India's Middle Class Loses Trust in the Economy
WHY YOU SHOULD CARE
India’s middle class is spending less, leading to a swift deceleration of one of the world’s major fast-growing economies.
By Amy Kazmin
Kaushik Sengupta, 45, a product development manager for an export-oriented shoe manufacturer, is the kind of middle-class Indian whose family’s consumption should be helping to power the economy. But his decision in 2009 to buy a $33,500 apartment from an ostensibly reputable property developer, who promised it would be ready in two years, proved a financially crippling mistake. Today his unfinished flat on New Delhi’s outskirts is one of the estimated 465,000 residential units across India that were sold but never completed, as property developers confronted regulatory issues, litigation over land titles or simply ran out of money.
For the past decade, Sengupta, like many others in his situation, has paid both a mortgage and a rent, which together eat up around half of his $1,110 monthly salary.
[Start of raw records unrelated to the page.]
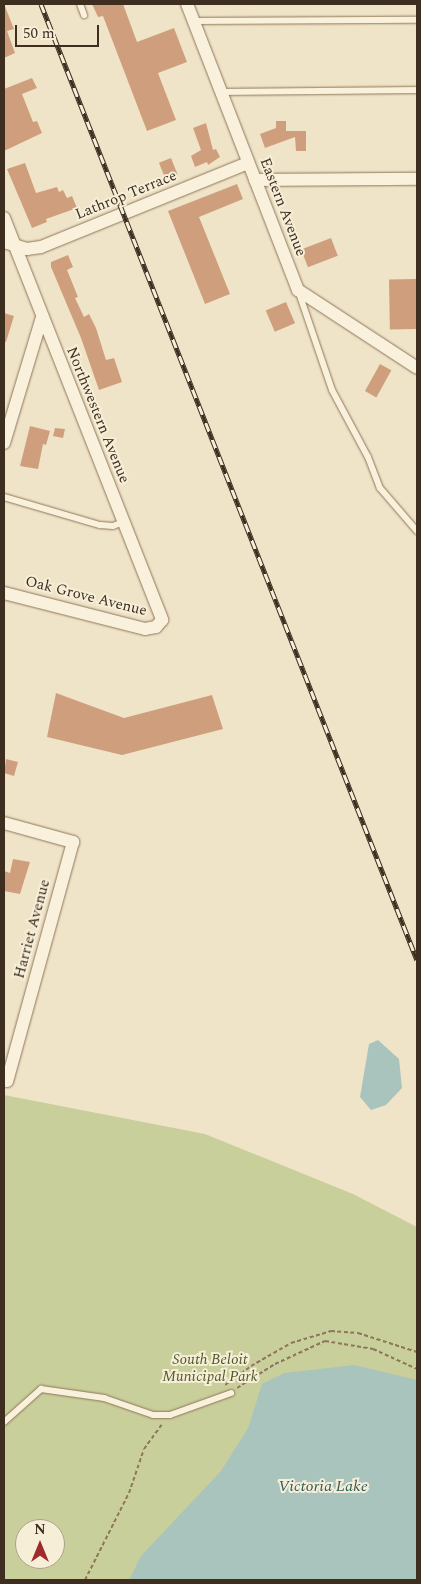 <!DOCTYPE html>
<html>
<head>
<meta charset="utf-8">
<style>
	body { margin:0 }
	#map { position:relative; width:421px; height:1584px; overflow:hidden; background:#f0e4c8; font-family:Spectral,serif }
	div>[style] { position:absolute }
	.green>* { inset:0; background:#c9cf9b }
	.water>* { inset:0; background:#a9c4bc }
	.building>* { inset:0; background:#cf9f7d; transform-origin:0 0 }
	.path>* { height:2px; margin-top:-1px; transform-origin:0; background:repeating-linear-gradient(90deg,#8d765c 0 4px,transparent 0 6.5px) }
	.roads { filter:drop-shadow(0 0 1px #8d765c) drop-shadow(0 0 1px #8d765c) }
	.service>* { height:6px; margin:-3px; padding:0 3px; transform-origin:3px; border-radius:3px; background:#faf1dc }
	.minor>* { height:12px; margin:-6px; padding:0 6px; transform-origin:6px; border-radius:6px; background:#faf1dc }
	.rail>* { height:5px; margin-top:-2.5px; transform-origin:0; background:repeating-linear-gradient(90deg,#f7eed8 0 9px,#3d2e20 0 18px); box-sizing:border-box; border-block:1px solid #3d2e20 }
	span { translate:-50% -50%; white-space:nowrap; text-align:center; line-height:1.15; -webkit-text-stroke:4px #f7eed8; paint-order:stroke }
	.street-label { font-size:15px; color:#3d2e20 }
	.park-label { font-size:15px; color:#4d5a26; font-style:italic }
	.water-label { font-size:16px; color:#2f5d5a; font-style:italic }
	.frame { position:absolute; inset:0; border:5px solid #3d2e20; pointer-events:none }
	.north { position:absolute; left:15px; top:1519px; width:50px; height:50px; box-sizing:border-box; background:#f7eed8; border:1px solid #ada18e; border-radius:50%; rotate:0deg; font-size:14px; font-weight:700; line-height:20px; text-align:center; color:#3d2e20 }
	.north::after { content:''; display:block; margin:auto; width:18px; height:22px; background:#9e2a2b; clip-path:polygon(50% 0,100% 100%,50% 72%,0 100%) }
	.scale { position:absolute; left:15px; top:25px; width:84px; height:22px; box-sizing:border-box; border:2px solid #3d2e20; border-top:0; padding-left:6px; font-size:15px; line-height:18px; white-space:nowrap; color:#3d2e20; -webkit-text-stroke:4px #f7eed8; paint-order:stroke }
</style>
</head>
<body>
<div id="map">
	<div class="green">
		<div style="clip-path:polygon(evenodd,4px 1095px,205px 1134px,353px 1194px,417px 1227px,417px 1580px,4px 1580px,4px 1095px,25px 1529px,55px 1529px,55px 1559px,25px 1559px,25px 1529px)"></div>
	</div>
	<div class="water">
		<div style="clip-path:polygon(378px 1040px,399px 1059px,402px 1088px,386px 1105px,371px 1110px,360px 1097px,369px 1044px)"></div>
		<div style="clip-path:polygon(354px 1365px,417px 1380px,417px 1580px,129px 1580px,141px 1556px,221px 1471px,248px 1428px,262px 1384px,284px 1373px)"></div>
	</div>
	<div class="building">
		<div style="clip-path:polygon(4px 4px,14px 29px,7px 31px,15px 53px,4px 58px)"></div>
		<div style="clip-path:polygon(92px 4px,123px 4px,137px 42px,174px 28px,187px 62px,158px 73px,176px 120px,147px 131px,103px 16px,98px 17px)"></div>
		<div style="clip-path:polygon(32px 78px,37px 88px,22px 94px,33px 122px,37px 121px,42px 133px,4px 151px,4px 89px)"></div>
		<div style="clip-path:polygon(276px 121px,286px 121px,286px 131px,306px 131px,306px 151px,296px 151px,295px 137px,265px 148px,260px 134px,276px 128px)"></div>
		<div style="clip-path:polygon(206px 123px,213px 150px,216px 149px,220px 157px,208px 165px,207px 162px,195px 167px,191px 156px,201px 150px,193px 128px)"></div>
		<div style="left:171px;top:158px;width:18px;height:13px;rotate:68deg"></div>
		<div style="clip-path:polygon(25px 163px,36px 193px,57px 187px,59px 192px,63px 190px,67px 198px,72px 196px,77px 208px,46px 219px,47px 222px,32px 228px,7px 169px)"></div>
		<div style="clip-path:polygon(237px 184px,243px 199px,199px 217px,230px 294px,205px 304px,168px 211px)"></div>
		<div style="left:331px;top:238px;width:19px;height:32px;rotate:69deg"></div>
		<div style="clip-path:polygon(68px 255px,73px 267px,67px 270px,78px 297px,75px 298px,84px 317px,89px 314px,96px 328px,106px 360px,114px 358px,122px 382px,99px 390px,81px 338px,51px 267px,51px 262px)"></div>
		<div style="left:416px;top:279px;width:50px;height:27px;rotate:89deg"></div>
		<div style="left:286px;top:302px;width:23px;height:22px;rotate:67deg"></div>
		<div style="clip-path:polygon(4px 313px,14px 316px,6px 342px,4px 341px)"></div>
		<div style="left:380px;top:364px;width:13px;height:31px;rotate:29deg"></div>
		<div style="clip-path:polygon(30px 426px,50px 431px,46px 445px,43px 444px,38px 469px,20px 466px)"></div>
		<div style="clip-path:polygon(55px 428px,65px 429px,63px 438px,53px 436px)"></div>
		<div style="clip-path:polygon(56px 693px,124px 718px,212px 695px,223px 729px,122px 755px,47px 737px)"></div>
		<div style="clip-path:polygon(6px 759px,18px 762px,14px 776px,4px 773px)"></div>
		<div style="clip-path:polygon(13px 859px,30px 862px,20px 894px,4px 891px,4px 871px,10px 873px)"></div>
	</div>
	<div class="path">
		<div style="left:225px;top:1385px;width:32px;rotate:-36deg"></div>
		<div style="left:251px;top:1366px;width:46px;rotate:-29.9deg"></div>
		<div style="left:291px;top:1343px;width:42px;rotate:-16.7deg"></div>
		<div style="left:331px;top:1331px;width:27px;rotate:4deg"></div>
		<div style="left:358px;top:1333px;width:62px;rotate:17.9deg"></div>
		<div style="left:237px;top:1388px;width:45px;rotate:-32.3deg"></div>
		<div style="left:275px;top:1364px;width:55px;rotate:-24.7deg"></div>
		<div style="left:325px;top:1341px;width:49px;rotate:9.5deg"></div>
		<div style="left:373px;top:1349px;width:48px;rotate:24.4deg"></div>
		<div style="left:85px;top:1580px;width:97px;rotate:-63.2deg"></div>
		<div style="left:129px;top:1493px;width:46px;rotate:-71.2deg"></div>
		<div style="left:144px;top:1449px;width:31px;rotate:-54deg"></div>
	</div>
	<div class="roads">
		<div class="service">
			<div style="left:80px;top:4px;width:12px;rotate:70deg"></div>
			<div style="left:194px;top:21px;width:223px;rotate:-0.3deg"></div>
			<div style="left:222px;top:92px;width:195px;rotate:-0.6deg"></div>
			<div style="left:299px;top:293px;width:102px;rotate:71.2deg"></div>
			<div style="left:332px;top:390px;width:76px;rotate:61.8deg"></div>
			<div style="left:368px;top:457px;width:33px;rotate:69deg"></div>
			<div style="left:380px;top:488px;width:57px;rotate:49.3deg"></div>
			<div style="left:4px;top:497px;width:100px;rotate:16.3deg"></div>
			<div style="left:100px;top:525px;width:13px;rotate:4deg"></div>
			<div style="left:113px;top:526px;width:11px;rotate:-22deg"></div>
			<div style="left:4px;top:1422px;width:50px;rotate:-41.7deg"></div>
			<div style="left:41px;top:1389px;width:64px;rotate:8.1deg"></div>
			<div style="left:104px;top:1398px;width:52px;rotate:19.1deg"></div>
			<div style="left:153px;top:1415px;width:17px"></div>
			<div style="left:170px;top:1415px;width:65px;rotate:-19.8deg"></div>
		</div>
		<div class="minor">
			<div style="left:187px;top:4px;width:307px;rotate:68.8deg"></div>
			<div style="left:298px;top:290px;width:142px;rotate:33.2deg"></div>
			<div style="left:255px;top:180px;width:162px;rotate:-0.4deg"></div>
			<div style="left:4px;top:218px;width:432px;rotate:68.5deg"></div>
			<div style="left:162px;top:620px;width:9px;rotate:131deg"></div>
			<div style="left:156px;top:627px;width:11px;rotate:170deg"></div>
			<div style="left:145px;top:629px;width:146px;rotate:-165.7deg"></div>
			<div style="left:4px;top:242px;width:24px;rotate:17deg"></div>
			<div style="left:27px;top:249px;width:14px;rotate:-8deg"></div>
			<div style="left:41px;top:247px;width:223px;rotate:-22.1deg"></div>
			<div style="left:4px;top:443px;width:132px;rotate:-73.2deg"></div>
			<div style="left:4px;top:823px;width:72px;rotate:15.4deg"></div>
			<div style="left:73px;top:842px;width:248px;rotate:105.4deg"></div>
		</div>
	</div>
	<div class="rail">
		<div style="left:41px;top:4px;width:1027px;rotate:68.53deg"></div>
	</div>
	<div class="street-label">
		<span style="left:126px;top:195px;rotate:-22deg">Lathrop Terrace</span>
		<span style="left:283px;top:207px;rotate:69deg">Eastern Avenue</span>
		<span style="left:98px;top:415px;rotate:68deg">Northwestern Avenue</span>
		<span style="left:86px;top:596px;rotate:14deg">Oak Grove Avenue</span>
		<span style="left:32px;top:929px;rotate:-75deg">Harriet Avenue</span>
	</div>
	<div class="park-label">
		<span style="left:210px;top:1368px">South Beloit<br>Municipal Park</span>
	</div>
	<div class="water-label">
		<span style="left:323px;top:1486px">Victoria Lake</span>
	</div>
	<div class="frame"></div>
	<div class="north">N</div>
	<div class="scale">50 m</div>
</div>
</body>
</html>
The rest goes to food, school fees and other household necessities, leaving little for discretionary purchases. “I end up with nothing in my hand to spend,” he says. “It’s a disaster.”
He is not alone in this gloom. After a surge of national optimism following Prime Minister Narendra Modi’s first election victory in 2014, many Indian families have lost confidence in their economic prospects. As they confront challenges ranging from an urban real estate crisis to a rural income squeeze and persistent lack of job opportunities for young people, India’s households are engaging in a collective belt-tightening that has undermined economic growth.
Whatever little hope they had that things will improve is gone.
Sunil Kumar Sinha, India Ratings and Research
India’s gross domestic product growth is in its fifth consecutive quarter of deceleration, figures published last week showed, tumbling to a six-year low of just 5 percent year-on-year between April and June. That was down sharply from the disappointing 5.8 percent in the first three months of 2019, and from 8 percent in the same quarter the previous year. One of the biggest drags on growth was a sharp deceleration in private consumption, which had been one of the economy’s major growth engines over the past few years. Private consumption grew just 3.1 percent year-on-year from April to June, down from 7 percent growth in the previous quarter. On a quarter-on-quarter basis, private consumption contracted 6.7 percent. The shift has been exacerbated by a withdrawal of previously easily available consumer credit from now-ailing non-bank lenders.
“Consumers in rural and urban areas have reached the point where they cannot see any income growth,” says Sunil Kumar Sinha, principal economist at India Ratings and Research. “Whatever little hope they had that things will improve is gone, and households have put a sudden break on their consumption.”
As a result, manufacturing has taken a hit. Its growth tumbled to 0.6 percent year-on-year, with the car industry suffering a severe contraction leading to hundreds of thousands of job losses. The grim data has stunned analysts, many of whom have now sharply lowered their growth forecasts for India’s economy for the current financial year to about 6 percent, and prompted a rare public rebuke from Modi’s predecessor, Manmohan Singh.
“The state of the economy today is deeply worrying,” Singh, the former prime minister, said in a video issued by the opposition Congress party once the GDP data was released. “India has the potential to grow at a much faster rate. But all around, mismanagement by the Modi government has resulted in this slowdown.”
New Delhi has downplayed the magnitude of the economic change, pinning the blame on a deteriorating international economic environment stemming from trade friction between the U.S. and China. It has emphasized that India is still growing faster than many developed economies. Economists say India’s economy is likely to show slight signs of a pickup in the second half of the financial year. But, many say, getting growth to reach its potential rate of 8 percent will require more profound structural reforms to improve the business climate and tackle serious long-term challenges including a persistent lack of job creation that constricts household budgets and undermines long-term savings rates.
Household savings — the biggest component of a nation’s overall savings rate — have fallen from 23 percent of GDP in 2012 to 17 percent this year. Household indebtedness rose from 9 percent to 11 percent of GDP in the same period. “India’s fundamental problem is that employment growth and GDP growth are not working in sync,” says Ritika Mankar, an economist at Ambit Capital. “As a result of this, the pace of savings is just not growing, and the savings-to-GDP ratio has in fact been coming under pressure.”
Mankar says lower savings led to a higher cost of capital, which then damped down investment. “There is just not enough money available at affordable rates,” she says. Meanwhile, Sengupta, straining to pay both rent and a mortgage, is pessimistic about his personal prospects. When Modi was first elected in 2014, he had hoped for a solution to help so-called stuck homebuyers like him. That hope has dissipated. “Everybody voted in 2014 thinking that whatever mess they are in will be sorted out,” he says. “But the government is not intervening or coming onto the scene. On the ground, the reality is that nothing constructive is coming out.”